A twist on this
Steve McKee, February 12, 2002 - 11:02 am UTC
Hi Tom,
I understand that we cannot rely on the order in which
predicates will be evaluated. However, why can't we rely on the following:
select to_number(x)
from t
where y=2;
We have this exact situation and are getting conversion
errors even though we eliminate "invalid" rows in the
where clause.
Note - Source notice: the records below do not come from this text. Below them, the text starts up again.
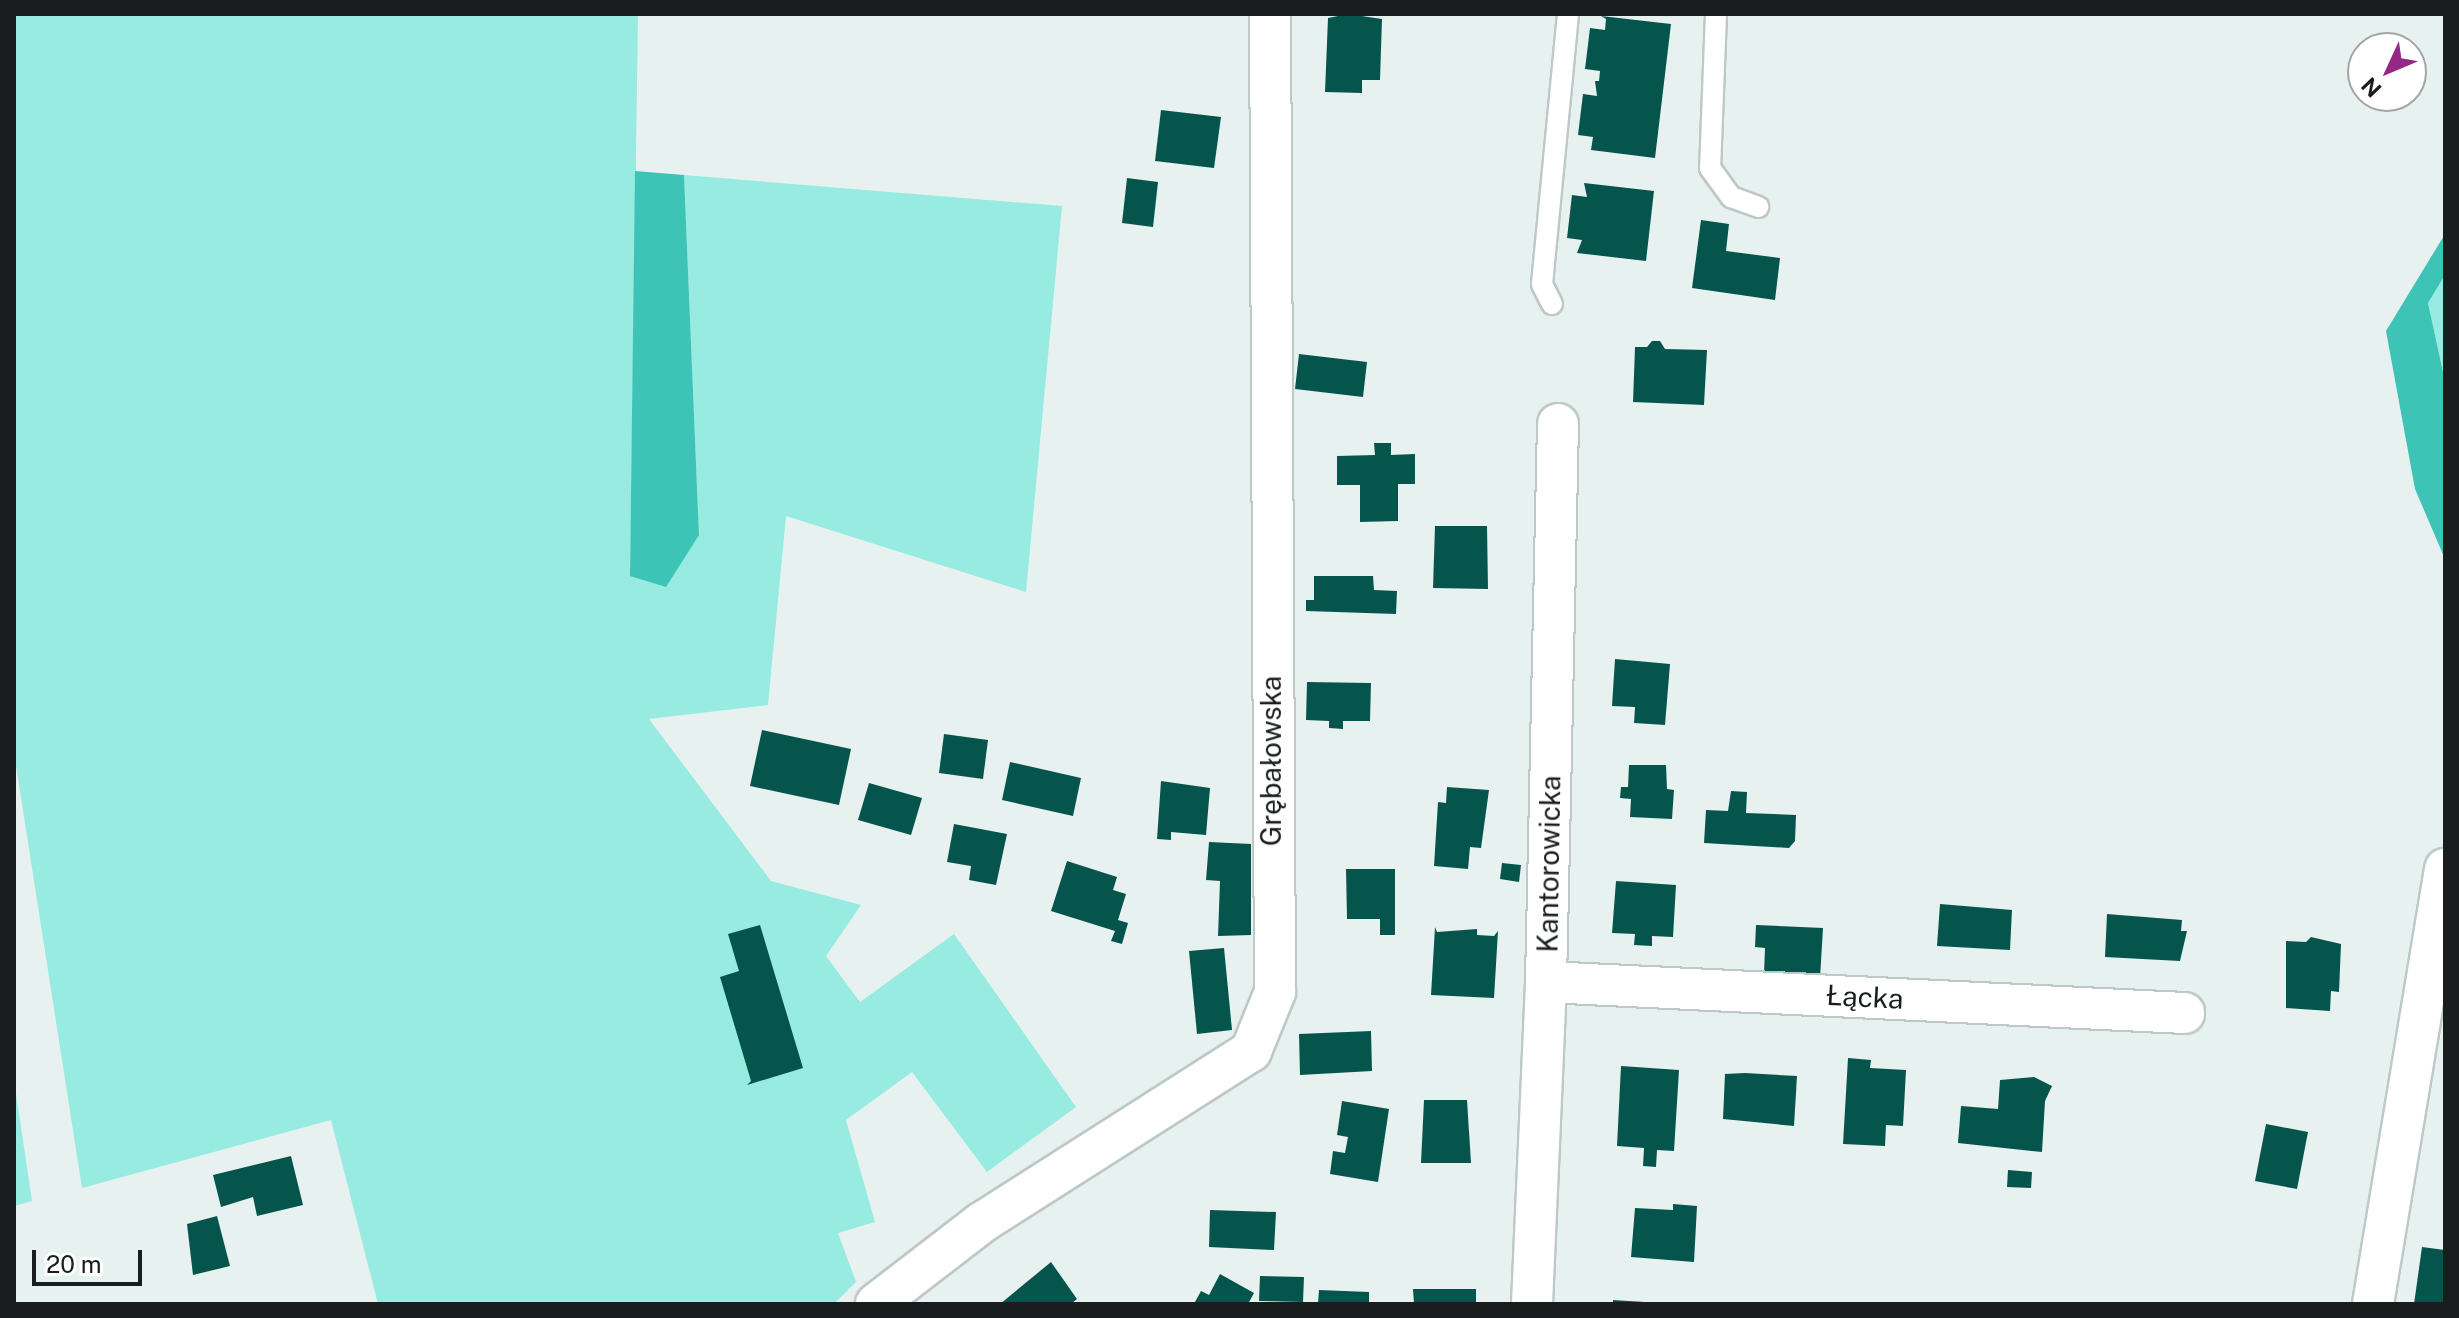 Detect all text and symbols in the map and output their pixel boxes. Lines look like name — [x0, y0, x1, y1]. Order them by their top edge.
north arrow — [2347, 32, 2427, 112]
text: N — [2356, 72, 2387, 103]
street label: Grębałowska — [1254, 676, 1288, 846]
street label: Kantorowicka — [1531, 775, 1567, 953]
street label: Łącka — [1826, 978, 1904, 1016]
scale bar — [36, 1234, 146, 1284]
text: 20 m — [46, 1250, 102, 1278] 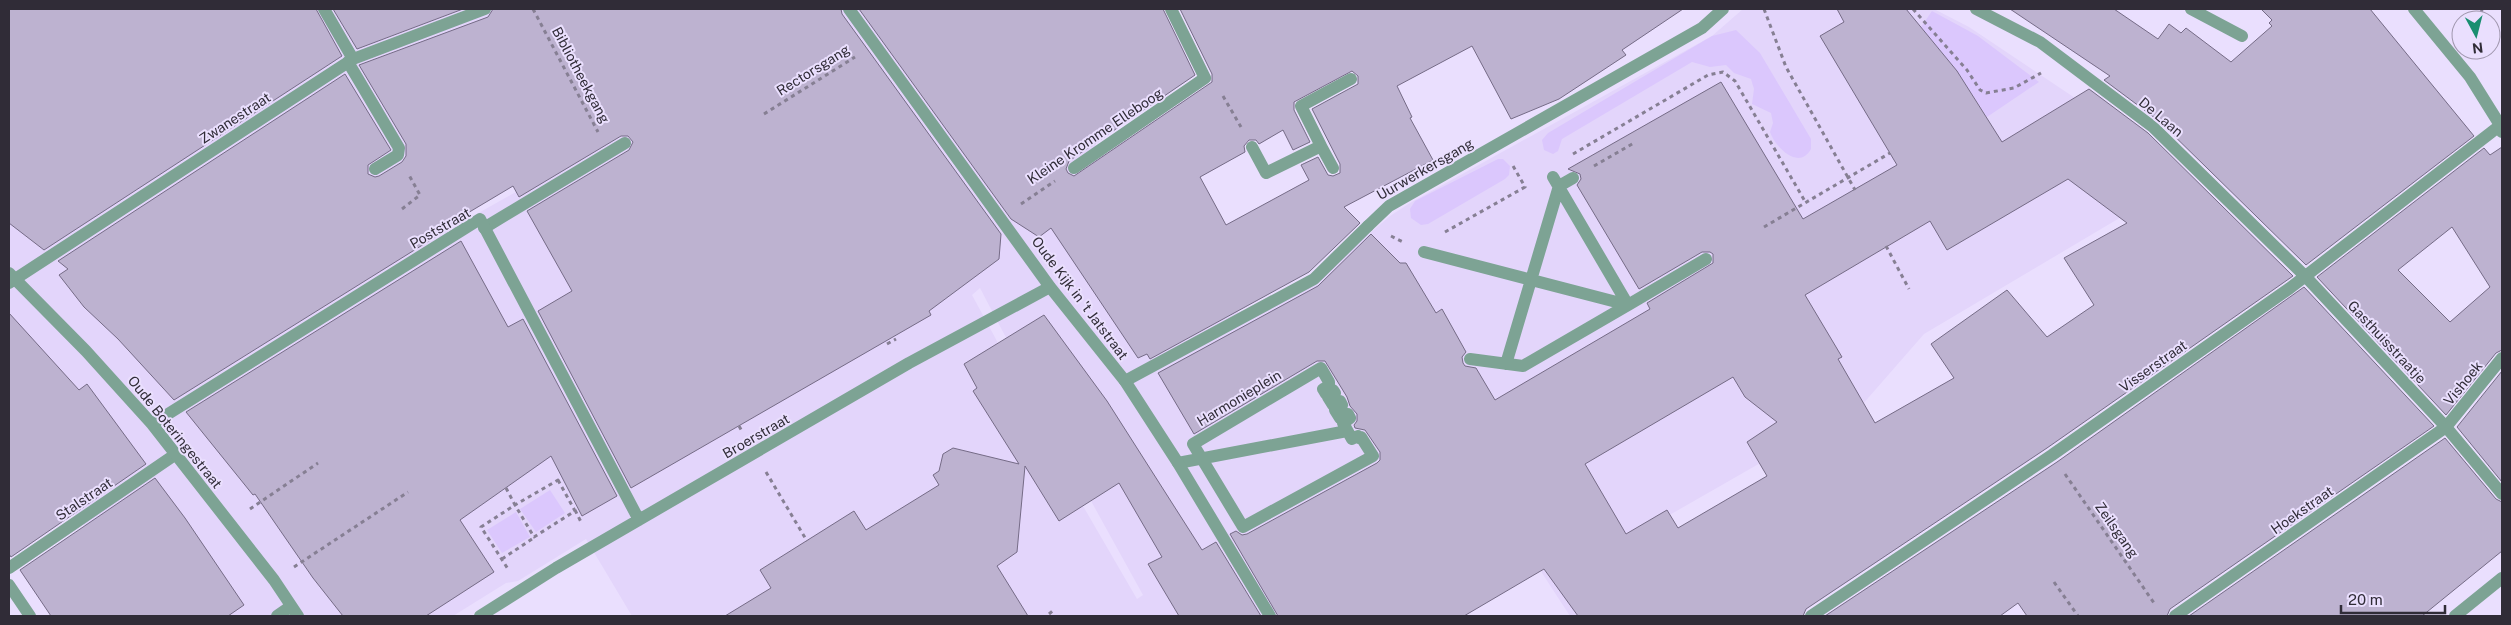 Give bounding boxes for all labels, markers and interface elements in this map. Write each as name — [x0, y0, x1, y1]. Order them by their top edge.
north arrow — [2451, 10, 2501, 60]
street label: Bibliotheekgang — [549, 24, 613, 126]
text: N — [2471, 39, 2484, 57]
street label: Rectorsgang — [774, 41, 853, 99]
street label: Kleine Kromme Elleboog — [1024, 85, 1166, 187]
street label: Zwanestraat — [197, 89, 273, 147]
street label: De Laan — [2136, 94, 2186, 140]
street label: Uurwerkersgang — [1374, 135, 1476, 203]
street label: Poststraat — [407, 204, 473, 252]
street label: Oude Kijk in 't Jatstraat — [1029, 233, 1131, 363]
street label: Gasthuisstraatje — [2345, 297, 2429, 387]
street label: Visserstraat — [2116, 337, 2190, 395]
street label: Vishoek — [2440, 358, 2486, 408]
street label: Harmonieplein — [1194, 367, 1284, 429]
street label: Oude Boteringestraat — [125, 373, 225, 491]
street label: Broerstraat — [720, 411, 792, 461]
street label: Stalstraat — [53, 474, 115, 524]
street label: Hoekstraat — [2268, 483, 2336, 537]
street label: Zeilsgang — [2092, 499, 2142, 561]
scale bar — [2341, 582, 2445, 614]
text: 20 m — [2348, 591, 2383, 608]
Note that the behaviour is dependent on whether or not there are statistics on the table(s).
Can you explain why (in some cases) every row is hit with the to_number() function even though we filter out the invalid rows.
February 12, 2002 - 11:04 am UTC
can you show us how to reproduce easily?
ops$tkyte@ORA817DEV.US.ORACLE.COM> create table t ( x varchar2(5), y int );
Table created.
ops$tkyte@ORA817DEV.US.ORACLE.COM>
ops$tkyte@ORA817DEV.US.ORACLE.COM> insert into t values ( 1, 2 );
1 row created.
ops$tkyte@ORA817DEV.US.ORACLE.COM> insert into t values ( 'a', 3 );
1 row created.
ops$tkyte@ORA817DEV.US.ORACLE.COM>
ops$tkyte@ORA817DEV.US.ORACLE.COM> select to_number(x)
2 from t
3 where y = 2;
TO_NUMBER(X)
------------
1
ops$tkyte@ORA817DEV.US.ORACLE.COM>
ops$tkyte@ORA817DEV.US.ORACLE.COM> analyze table t compute statistics;
Table analyzed.
ops$tkyte@ORA817DEV.US.ORACLE.COM>
ops$tkyte@ORA817DEV.US.ORACLE.COM> select to_number(x)
2 from t
3 where y = 2;
TO_NUMBER(X)
------------
1
twist - followup
Steve McKee, February 12, 2002 - 3:32 pm UTC
I apologize in advance if the formatting is a mess.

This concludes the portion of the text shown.